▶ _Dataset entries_
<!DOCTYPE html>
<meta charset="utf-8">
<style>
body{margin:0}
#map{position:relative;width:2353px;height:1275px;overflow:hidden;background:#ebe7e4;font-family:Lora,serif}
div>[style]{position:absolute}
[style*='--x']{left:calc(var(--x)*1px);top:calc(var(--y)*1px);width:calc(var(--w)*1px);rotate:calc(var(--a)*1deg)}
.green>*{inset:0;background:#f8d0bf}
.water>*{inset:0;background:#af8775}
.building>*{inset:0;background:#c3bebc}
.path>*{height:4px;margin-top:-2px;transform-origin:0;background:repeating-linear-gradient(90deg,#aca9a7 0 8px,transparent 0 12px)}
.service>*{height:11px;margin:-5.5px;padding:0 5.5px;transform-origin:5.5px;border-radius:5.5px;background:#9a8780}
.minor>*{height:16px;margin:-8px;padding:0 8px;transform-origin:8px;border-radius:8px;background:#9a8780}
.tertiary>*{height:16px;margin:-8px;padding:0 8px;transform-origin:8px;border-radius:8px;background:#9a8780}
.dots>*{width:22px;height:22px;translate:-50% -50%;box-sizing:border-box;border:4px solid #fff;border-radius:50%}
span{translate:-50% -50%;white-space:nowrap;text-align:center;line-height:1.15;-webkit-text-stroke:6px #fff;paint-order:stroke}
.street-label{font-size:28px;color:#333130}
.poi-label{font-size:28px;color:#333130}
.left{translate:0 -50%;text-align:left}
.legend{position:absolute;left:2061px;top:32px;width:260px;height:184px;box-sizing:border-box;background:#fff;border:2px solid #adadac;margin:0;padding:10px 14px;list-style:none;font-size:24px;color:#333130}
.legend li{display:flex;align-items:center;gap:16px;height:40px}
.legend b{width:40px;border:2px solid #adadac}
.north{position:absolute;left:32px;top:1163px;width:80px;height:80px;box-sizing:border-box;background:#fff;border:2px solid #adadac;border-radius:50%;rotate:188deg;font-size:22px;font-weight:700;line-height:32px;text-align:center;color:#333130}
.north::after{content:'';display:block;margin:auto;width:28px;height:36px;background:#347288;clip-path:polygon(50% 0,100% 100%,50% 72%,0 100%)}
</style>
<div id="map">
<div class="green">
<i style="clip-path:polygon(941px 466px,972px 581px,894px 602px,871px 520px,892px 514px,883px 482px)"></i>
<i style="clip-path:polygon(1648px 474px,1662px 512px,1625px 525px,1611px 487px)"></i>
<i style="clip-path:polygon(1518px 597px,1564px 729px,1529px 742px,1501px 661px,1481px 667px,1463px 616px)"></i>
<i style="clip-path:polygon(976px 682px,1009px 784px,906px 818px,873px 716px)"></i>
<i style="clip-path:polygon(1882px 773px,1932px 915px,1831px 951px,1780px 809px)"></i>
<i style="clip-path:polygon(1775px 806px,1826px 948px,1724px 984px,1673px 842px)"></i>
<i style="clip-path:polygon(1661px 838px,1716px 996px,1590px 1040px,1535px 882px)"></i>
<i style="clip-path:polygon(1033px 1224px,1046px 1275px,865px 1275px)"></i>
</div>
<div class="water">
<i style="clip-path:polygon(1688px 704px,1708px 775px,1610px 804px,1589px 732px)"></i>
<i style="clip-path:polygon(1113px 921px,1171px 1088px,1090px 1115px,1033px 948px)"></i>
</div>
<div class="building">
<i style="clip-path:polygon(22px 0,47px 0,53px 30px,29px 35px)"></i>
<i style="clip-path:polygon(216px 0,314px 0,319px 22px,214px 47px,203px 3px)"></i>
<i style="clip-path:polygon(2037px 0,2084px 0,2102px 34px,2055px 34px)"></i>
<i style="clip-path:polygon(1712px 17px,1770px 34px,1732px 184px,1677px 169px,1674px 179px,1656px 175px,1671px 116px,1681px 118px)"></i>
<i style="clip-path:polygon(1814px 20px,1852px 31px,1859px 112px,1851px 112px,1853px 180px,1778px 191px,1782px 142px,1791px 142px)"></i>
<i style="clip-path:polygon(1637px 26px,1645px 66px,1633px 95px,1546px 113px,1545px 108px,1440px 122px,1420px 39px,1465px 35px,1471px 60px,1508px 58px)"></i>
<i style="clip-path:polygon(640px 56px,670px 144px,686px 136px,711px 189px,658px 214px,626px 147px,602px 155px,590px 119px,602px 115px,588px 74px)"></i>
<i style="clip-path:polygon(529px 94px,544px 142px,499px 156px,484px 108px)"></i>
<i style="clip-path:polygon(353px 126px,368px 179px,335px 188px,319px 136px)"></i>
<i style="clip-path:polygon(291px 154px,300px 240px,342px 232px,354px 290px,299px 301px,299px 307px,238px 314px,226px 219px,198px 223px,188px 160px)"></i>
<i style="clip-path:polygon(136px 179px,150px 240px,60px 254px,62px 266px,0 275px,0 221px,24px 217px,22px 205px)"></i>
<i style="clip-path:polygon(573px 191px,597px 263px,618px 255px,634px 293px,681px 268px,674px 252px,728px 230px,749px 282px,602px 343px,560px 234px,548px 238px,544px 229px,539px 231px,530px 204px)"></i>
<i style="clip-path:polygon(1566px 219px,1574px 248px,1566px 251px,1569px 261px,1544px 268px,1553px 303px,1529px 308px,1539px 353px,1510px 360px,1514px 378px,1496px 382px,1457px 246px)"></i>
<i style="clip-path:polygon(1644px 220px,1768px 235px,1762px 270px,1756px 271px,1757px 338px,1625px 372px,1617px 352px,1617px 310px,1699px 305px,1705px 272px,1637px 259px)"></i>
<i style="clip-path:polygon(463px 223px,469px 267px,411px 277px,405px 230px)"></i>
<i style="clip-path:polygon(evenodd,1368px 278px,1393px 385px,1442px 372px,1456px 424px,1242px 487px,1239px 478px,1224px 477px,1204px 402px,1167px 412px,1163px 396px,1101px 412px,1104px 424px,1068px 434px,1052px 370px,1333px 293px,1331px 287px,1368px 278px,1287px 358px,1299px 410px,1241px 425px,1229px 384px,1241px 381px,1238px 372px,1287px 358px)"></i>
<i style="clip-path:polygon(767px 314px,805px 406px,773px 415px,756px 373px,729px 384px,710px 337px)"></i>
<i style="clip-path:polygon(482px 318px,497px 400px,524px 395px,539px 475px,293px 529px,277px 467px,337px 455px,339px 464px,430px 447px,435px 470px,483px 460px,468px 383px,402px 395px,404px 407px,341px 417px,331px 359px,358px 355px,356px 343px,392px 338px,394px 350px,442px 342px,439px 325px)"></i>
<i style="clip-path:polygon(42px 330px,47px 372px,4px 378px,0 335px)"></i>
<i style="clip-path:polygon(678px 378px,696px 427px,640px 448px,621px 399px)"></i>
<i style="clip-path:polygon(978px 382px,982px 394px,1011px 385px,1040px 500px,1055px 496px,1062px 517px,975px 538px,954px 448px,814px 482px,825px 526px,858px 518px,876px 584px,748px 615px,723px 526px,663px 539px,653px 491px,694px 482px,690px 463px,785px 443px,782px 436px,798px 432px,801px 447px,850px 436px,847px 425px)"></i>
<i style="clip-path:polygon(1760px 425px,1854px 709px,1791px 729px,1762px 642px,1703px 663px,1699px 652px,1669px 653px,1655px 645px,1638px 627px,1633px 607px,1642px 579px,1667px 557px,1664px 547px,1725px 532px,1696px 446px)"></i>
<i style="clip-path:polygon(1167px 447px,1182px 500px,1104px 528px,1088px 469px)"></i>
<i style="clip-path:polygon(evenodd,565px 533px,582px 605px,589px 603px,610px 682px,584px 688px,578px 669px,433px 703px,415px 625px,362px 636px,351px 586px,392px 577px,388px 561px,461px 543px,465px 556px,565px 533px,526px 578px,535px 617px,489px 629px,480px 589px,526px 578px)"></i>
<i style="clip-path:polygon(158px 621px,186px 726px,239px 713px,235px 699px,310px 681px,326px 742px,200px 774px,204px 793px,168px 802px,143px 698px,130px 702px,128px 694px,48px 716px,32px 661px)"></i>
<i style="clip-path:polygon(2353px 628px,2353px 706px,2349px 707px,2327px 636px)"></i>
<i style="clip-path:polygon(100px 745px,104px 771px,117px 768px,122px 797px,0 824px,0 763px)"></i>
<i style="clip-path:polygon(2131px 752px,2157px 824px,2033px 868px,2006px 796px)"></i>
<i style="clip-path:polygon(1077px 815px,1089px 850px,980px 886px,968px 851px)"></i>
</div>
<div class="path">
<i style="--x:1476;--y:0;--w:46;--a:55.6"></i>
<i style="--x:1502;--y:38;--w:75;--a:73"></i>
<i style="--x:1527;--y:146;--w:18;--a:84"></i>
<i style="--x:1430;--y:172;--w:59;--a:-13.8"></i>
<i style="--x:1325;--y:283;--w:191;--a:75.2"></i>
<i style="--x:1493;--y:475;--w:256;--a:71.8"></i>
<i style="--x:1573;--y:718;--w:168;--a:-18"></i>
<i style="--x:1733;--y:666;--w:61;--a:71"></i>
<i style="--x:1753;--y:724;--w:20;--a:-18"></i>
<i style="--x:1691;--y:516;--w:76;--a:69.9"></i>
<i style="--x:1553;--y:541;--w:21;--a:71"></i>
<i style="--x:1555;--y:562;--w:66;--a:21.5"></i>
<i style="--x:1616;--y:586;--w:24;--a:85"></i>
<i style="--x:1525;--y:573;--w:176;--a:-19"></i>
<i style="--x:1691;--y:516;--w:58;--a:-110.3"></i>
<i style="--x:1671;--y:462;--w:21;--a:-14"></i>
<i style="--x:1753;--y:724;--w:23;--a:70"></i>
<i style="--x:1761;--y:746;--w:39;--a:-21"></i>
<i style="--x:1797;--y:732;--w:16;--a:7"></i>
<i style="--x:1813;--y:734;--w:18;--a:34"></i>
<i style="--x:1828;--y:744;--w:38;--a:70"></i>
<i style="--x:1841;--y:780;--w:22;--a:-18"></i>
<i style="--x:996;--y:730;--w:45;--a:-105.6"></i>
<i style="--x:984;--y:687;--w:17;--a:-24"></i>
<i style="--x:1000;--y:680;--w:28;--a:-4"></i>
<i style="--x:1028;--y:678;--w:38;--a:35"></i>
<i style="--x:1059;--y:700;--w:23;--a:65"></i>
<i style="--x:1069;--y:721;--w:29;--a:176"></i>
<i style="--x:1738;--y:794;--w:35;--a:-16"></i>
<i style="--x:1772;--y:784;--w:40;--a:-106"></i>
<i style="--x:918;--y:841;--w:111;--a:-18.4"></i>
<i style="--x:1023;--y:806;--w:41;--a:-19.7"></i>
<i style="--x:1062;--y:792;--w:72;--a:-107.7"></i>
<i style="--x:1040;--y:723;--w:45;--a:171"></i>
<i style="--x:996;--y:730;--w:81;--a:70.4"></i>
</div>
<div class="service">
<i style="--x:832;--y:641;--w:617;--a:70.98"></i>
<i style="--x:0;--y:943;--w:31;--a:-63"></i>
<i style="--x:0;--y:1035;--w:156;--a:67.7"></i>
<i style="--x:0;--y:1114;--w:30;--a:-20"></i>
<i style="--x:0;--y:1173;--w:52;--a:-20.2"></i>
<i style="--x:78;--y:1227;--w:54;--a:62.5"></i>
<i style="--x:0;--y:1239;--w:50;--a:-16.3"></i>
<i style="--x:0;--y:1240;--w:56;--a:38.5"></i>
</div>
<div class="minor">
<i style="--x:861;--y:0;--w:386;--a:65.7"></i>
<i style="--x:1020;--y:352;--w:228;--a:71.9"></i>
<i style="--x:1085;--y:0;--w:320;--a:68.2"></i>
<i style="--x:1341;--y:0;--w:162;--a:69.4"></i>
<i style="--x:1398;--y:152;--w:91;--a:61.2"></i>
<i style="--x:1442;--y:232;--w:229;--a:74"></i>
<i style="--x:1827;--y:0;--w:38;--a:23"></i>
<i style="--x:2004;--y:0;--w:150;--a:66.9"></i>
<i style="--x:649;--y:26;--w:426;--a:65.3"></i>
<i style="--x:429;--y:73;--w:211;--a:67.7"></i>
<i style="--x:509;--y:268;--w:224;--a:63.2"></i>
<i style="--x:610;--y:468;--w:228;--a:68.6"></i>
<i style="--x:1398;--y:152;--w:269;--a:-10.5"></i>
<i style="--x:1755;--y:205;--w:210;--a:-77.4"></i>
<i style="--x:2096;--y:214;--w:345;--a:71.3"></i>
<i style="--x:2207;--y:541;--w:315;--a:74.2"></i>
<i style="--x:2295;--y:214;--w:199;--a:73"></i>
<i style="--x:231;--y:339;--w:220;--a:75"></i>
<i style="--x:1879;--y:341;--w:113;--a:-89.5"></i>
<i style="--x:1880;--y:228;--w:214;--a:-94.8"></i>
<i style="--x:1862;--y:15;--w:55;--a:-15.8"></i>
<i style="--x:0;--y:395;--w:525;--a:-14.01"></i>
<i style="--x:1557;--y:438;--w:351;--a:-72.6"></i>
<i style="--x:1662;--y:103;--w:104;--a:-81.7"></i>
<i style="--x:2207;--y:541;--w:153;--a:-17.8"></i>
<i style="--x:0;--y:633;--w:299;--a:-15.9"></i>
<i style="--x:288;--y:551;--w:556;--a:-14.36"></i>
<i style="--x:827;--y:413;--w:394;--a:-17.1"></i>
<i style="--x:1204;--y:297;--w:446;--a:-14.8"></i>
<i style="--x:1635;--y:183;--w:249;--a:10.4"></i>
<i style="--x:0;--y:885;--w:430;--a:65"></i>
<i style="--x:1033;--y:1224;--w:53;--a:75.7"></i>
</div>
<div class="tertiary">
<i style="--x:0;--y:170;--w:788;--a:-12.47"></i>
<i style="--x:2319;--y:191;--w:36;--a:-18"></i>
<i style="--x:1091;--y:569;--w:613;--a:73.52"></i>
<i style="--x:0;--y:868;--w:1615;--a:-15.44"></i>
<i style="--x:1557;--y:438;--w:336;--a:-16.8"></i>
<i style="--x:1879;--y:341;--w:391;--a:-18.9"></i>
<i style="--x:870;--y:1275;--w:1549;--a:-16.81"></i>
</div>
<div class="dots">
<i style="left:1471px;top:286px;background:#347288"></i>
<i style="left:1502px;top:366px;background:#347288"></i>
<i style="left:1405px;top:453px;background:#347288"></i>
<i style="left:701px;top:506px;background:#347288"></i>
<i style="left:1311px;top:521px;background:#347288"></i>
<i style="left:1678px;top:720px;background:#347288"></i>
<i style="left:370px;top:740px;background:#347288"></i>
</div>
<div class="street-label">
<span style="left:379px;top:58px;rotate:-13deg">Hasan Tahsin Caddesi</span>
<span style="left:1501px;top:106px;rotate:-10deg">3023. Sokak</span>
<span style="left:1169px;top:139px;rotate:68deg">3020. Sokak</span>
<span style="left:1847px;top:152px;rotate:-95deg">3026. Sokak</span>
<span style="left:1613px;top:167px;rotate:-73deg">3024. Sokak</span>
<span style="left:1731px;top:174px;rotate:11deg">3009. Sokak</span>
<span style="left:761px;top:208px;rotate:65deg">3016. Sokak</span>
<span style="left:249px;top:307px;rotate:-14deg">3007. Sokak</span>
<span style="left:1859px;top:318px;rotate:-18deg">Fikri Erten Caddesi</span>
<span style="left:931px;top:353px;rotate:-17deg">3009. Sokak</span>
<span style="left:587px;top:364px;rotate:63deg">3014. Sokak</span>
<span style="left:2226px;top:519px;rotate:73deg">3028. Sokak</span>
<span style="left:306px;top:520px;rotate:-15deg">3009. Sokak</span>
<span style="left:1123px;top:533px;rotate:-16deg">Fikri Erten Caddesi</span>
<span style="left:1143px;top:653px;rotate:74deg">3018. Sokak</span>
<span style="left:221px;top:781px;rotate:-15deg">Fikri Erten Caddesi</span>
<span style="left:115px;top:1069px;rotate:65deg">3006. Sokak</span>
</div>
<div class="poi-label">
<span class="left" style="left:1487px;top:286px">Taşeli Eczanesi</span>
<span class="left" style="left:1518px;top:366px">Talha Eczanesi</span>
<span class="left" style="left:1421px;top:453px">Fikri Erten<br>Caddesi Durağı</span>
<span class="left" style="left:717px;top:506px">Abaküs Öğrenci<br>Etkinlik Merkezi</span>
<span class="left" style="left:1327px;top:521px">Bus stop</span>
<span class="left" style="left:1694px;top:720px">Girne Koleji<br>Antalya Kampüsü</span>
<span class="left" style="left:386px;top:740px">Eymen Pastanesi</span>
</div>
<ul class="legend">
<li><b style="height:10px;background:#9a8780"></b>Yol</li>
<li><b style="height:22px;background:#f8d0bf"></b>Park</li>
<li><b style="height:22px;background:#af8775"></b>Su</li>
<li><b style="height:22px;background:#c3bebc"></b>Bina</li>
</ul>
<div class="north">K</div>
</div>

▶ _Task to complete_
Each line in the records that carries "Eczanesi" must be copied out.

▶ _Result of this task_
<span class="left" style="left:1487px;top:286px">Taşeli Eczanesi</span>
<span class="left" style="left:1518px;top:366px">Talha Eczanesi</span>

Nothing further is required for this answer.